*** Opening of Record excerpts ***

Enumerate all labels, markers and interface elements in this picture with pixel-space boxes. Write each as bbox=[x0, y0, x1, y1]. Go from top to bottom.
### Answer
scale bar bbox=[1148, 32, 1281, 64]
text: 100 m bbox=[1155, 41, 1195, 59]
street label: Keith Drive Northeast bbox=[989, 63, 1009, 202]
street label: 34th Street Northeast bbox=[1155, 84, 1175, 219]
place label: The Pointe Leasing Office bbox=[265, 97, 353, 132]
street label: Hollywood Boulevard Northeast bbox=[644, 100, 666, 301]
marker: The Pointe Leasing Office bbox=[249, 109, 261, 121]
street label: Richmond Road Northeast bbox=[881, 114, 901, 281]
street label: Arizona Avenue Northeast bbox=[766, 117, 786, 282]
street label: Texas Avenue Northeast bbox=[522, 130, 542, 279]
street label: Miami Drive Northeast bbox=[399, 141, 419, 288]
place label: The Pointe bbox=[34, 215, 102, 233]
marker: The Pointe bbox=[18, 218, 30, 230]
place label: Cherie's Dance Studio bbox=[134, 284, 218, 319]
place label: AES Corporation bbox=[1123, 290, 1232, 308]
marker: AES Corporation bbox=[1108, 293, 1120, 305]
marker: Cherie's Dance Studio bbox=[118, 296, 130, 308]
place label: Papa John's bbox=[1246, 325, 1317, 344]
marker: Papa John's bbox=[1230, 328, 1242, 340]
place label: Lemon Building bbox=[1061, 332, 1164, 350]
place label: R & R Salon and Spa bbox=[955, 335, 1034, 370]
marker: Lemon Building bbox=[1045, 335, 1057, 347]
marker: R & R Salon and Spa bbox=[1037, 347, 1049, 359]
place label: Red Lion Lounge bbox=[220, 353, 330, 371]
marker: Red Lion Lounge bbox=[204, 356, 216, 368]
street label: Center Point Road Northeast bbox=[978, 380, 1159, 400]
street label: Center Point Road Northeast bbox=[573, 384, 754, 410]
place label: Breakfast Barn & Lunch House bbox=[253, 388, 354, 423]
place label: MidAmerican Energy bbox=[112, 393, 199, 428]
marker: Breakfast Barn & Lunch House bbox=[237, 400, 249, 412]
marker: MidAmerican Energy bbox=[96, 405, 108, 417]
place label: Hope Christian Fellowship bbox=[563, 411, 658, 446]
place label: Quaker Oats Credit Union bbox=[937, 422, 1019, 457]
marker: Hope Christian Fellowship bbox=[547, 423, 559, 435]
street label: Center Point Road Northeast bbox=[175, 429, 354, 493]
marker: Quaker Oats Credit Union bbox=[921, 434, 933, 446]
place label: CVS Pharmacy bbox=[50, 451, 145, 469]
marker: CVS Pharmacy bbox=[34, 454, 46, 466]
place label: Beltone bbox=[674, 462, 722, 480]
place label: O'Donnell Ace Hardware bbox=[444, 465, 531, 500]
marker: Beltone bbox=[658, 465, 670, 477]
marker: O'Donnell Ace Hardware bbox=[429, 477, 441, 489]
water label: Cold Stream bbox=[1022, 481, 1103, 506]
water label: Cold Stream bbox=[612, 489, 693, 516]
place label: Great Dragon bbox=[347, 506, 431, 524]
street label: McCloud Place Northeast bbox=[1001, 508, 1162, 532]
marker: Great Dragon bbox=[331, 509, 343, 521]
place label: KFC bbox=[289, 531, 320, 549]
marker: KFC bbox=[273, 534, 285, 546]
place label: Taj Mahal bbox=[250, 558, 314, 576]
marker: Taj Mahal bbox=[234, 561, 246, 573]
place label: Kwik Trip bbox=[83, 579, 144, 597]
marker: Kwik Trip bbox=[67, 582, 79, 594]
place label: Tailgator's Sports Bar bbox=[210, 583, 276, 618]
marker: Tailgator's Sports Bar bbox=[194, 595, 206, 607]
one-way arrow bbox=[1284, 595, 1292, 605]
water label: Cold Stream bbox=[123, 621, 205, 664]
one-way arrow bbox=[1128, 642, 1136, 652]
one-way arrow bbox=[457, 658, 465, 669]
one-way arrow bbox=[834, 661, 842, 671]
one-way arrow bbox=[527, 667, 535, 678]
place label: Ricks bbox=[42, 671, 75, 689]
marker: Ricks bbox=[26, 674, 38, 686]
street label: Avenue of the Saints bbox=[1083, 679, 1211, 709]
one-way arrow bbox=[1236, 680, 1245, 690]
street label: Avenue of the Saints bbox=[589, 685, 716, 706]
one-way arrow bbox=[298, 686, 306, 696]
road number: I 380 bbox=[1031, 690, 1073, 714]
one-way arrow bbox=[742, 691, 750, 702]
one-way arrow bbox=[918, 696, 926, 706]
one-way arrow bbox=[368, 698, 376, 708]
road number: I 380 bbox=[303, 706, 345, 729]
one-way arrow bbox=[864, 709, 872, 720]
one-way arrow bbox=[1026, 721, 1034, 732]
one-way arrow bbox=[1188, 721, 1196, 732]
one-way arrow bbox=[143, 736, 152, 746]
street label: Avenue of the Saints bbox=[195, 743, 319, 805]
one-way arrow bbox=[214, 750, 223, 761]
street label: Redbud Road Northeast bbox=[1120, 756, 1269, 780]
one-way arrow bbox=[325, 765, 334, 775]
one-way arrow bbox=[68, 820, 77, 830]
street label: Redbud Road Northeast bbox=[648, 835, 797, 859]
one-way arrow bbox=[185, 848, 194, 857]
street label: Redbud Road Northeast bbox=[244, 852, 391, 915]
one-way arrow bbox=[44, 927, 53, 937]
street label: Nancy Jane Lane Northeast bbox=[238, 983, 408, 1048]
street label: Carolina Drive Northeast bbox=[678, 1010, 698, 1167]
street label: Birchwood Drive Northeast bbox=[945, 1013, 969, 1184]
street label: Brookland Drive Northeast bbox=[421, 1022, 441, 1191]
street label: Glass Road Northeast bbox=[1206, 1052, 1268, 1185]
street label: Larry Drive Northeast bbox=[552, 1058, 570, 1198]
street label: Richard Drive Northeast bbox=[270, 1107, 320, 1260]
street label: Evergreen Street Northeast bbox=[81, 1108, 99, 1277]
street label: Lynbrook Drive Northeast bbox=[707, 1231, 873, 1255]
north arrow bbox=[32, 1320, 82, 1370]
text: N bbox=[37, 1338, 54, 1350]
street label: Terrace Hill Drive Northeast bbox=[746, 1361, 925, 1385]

*** Close of Record excerpts ***

* About this task: Look through the entries above. Copy out every line holding the word "House".

* Result for this task:
place label: Breakfast Barn & Lunch House bbox=[253, 388, 354, 423]
marker: Breakfast Barn & Lunch House bbox=[237, 400, 249, 412]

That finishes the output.